Il sigillo della città a Pierino: «Ha onorato l’arte della pizza»

UDINE. Se gli parli del sigillo della città che il Comune di Udine ha deciso di conferirgli quasi si indispettisce. «Non sono stato il primo a portare la pizza in città, ma di sicuro sono stato il migliore». Pietro Di Martino, in arte Pierino, nonostante sia andato “in pensione” nel 2018, con la chiusura del Rugantino, non ha dimenticato come preparare una pizza doc. Anzi, dimostra di saperci ancora fare tra mozzarella, passata di pomodoro e farina. Lo incontriamo nel locale gestito dal figlio Maurizio, “In Chiavris”. Ieri la giunta ha annunciato di volergli attribuire il sigillo per rendere merito «alla sua esperienza imprenditoriale, capace di arricchire la comunità cittadina con i valori di umanità e professionalità, espressione dell’Arte dei Pizzaiuoli, dal 2017 nella lista del patrimonio immateriale dell’Unesco».

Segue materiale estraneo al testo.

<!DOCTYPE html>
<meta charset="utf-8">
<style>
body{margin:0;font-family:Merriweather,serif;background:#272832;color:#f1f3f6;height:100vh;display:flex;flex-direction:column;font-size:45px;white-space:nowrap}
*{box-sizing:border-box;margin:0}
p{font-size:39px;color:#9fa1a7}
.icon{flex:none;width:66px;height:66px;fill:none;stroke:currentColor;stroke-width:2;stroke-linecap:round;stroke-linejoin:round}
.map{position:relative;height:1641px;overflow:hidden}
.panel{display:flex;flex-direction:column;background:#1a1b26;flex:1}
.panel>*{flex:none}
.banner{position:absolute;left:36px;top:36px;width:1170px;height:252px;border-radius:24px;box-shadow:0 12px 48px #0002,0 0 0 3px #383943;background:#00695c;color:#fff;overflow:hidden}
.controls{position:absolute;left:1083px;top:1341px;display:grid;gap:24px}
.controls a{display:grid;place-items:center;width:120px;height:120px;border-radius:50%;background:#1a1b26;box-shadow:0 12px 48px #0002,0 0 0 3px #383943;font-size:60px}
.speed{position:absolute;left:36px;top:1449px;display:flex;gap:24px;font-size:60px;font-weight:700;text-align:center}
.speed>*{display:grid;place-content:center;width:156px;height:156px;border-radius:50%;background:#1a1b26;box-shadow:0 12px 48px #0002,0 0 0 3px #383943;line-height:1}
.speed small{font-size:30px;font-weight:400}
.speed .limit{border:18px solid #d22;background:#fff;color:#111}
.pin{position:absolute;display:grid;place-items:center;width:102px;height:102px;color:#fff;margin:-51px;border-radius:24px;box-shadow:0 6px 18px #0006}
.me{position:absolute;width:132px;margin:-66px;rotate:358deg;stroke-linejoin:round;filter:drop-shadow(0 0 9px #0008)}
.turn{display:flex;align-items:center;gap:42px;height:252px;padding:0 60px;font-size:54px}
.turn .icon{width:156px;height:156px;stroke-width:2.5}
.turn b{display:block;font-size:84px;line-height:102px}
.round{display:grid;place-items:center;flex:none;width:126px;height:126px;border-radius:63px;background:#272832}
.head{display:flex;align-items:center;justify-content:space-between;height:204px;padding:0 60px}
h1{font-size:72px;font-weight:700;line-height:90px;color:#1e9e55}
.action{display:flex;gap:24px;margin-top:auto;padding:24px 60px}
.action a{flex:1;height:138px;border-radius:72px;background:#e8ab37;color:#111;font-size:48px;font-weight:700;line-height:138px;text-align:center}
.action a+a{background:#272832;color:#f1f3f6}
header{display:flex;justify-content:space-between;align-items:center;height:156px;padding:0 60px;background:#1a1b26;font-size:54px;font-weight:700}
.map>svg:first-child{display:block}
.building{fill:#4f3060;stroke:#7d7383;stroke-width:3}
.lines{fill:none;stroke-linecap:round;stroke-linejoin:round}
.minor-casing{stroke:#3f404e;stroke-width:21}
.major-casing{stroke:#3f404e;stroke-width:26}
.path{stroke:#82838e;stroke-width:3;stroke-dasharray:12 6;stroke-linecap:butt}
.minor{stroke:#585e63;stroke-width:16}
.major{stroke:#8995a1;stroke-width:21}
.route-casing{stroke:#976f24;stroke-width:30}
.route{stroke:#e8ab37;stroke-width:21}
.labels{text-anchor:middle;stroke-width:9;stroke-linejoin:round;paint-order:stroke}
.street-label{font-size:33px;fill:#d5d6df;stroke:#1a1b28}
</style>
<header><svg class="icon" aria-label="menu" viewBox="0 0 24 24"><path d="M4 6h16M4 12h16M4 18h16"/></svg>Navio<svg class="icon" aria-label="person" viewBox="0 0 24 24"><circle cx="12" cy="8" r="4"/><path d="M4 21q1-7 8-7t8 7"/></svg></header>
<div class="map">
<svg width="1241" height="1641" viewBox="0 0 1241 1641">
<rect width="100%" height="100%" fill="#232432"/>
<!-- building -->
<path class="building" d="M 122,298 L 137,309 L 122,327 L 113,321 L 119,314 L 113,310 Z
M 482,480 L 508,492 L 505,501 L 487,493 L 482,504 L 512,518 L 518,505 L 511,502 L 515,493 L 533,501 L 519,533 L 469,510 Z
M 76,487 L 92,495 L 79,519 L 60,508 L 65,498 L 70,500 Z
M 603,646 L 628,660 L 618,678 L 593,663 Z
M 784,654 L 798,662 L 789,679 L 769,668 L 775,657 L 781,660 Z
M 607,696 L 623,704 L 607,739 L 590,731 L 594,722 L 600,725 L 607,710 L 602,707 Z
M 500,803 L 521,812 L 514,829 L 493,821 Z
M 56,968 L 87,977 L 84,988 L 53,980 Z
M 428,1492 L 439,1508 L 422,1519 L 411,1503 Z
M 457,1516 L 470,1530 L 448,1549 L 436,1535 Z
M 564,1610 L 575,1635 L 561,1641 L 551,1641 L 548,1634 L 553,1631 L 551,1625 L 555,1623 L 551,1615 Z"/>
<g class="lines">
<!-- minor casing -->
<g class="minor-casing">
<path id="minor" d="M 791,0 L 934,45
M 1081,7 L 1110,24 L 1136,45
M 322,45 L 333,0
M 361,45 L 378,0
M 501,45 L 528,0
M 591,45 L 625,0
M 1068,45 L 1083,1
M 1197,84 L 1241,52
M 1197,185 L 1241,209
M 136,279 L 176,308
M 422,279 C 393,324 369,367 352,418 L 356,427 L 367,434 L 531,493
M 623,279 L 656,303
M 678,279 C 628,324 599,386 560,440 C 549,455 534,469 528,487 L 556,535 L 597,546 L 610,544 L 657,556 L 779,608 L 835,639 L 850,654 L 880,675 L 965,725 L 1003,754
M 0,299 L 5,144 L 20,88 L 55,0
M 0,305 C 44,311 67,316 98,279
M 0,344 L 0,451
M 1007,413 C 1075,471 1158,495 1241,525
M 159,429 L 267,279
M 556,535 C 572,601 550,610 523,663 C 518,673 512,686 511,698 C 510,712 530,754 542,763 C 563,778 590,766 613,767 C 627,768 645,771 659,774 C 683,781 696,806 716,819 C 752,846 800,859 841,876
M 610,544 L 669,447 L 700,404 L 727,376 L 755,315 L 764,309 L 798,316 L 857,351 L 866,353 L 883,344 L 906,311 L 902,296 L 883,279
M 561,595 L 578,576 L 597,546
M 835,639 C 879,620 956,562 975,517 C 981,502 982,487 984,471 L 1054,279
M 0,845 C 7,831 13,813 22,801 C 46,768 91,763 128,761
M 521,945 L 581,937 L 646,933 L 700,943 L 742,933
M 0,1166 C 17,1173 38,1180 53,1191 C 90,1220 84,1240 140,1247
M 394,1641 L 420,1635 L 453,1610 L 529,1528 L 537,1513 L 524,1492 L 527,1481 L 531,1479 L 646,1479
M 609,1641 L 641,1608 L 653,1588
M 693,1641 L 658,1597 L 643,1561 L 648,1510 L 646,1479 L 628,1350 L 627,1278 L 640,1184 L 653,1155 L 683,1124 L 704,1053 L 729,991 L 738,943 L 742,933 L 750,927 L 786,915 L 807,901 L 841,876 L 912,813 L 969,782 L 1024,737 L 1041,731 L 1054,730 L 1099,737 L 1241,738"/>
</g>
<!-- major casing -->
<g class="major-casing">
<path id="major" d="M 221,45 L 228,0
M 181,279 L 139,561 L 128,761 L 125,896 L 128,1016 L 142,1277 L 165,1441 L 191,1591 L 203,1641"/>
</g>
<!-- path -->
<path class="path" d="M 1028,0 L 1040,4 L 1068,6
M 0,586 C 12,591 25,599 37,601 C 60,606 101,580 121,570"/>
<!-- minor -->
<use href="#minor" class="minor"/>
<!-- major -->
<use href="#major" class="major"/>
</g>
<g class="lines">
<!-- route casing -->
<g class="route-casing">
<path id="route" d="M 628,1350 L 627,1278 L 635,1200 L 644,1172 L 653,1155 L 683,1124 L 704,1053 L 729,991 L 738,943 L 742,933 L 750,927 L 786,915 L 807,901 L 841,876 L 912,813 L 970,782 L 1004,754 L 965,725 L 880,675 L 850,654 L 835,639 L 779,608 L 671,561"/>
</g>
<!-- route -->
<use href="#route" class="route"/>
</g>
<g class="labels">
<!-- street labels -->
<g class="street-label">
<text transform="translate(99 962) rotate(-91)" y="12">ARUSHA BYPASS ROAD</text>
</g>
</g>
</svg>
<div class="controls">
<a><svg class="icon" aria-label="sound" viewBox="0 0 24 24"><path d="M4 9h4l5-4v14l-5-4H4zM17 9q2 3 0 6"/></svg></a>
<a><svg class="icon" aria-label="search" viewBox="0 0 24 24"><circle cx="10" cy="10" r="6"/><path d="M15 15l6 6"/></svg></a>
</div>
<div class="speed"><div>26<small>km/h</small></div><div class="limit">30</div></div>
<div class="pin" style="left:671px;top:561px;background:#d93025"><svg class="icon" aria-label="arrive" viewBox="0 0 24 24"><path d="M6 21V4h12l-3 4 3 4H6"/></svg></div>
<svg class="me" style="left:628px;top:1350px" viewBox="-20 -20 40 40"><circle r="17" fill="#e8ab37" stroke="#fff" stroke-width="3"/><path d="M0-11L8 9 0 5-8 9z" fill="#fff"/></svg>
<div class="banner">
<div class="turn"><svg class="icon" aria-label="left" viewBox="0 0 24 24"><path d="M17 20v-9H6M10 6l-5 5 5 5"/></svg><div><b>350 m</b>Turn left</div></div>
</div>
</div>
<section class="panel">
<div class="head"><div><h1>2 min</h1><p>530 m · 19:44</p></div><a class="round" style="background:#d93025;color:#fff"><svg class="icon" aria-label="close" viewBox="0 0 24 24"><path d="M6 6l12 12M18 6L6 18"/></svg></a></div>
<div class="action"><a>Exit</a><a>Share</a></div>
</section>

Da Tramonti, nel Salernitano, al Friuli. Quando è avvenuto il grande passo?
«Sono arrivato a Udine nel 1970, a gennaio, avviando l’attività in via Aquileia. Avevo alle spalle un’esperienza di cinque anni a Palmanova. Da via Aquileia mi sono spostato in piazzale Cella, poi in Baldasseria con “Pierino”, infine in Chiavris con il “Rugantino”».
Qual è stato il suo segreto?
«Svegliarsi presto al mattino (ride)».
A parte questo?
«Non ci sono segreti, contano il mestiere e la qualità dei prodotti. Non vorrei essere cattivo, ma forse non siamo stati solo bravi noi, sono stati mediocri gli altri. Scherzi a parte, servono costanza, ricerca degli ingredienti, che devono essere di livello, e qualità nel servizio».
Ha cambiato il modo di concepire la pizzeria...
«La pizza l’avevano già inventata altri, abbiamo solo potuto ispirarci apportando qualche correttivo. Abbiamo avuto il merito di dare lustro alla pizza, mettendo in tavola tovaglie e tovaglioli di stoffa. Particolari che nessuno aveva curato prima di noi. Questo ci ha permesso di ampliare la clientela. Il fatto che la pizza sia considerata un piatto semplice non significa che debba essere sciatta. Le abbiamo fatto indossare un vestito più raffinato».
C’è una pizza che preferisce?
«Quelle “istituzionali” sono dieci, anche se ormai si trovano mille varianti. Come ho già detto non si inventa nulla, bisogna essere bravi ad assemblare gli ingredienti. Dal mio punto di vista la pizza per eccellenza è la Marinara, con aglio, origano e pomodoro, poi la Romana e ovviamente la Margherita, la regina di tutte le pizze. Ci possono essere anche le dediche: ad esempio la pizza “MieLa”, nata dalla fusione dei nomi delle mie due nipotine, Mila e Lara».
Che importanza ha avuto la città di Udine nella sua “carriera”?
«Amo in maniera viscerale questa città, che mi ha accolto bene fin dall’inizio. La gente ci vuole bene e noi vogliamo bene a loro. Ci siamo impegnati nel nostro lavoro e abbiamo anche fatto girare l’economia. In Baldasseria davamo lavoro a 25 dipendenti. Non sono pochi».
Com’è cambiata la clientela negli ultimi cinquant’anni?
«Negli anni ’70 in pizzeria si faticavano a vedere gli over 60. La pizza era un piatto per i giovani, i militari, per gente con lo stomaco duro. Ora tutto è cambiato e in pizzeria si vede gente di ogni età».
È ancora conveniente avere una pizzeria?
«Oggi c’è un’inflazione di locali, ma devo ammettere che rispetto agli anni ’70 non abbiamo mai perso fette di mercato, al contrario. Il miglioramento è stato costante».
Ha servito la pizza anche a personaggi importanti. Ne ricorda qualcuno?
«Da Craxi in giù molti sono stati i politici, ma anche i personaggi dello spettacolo e i calciatori. Abbiamo servito tutti, umili e ricchi: non volevamo solo i rompiscatole!».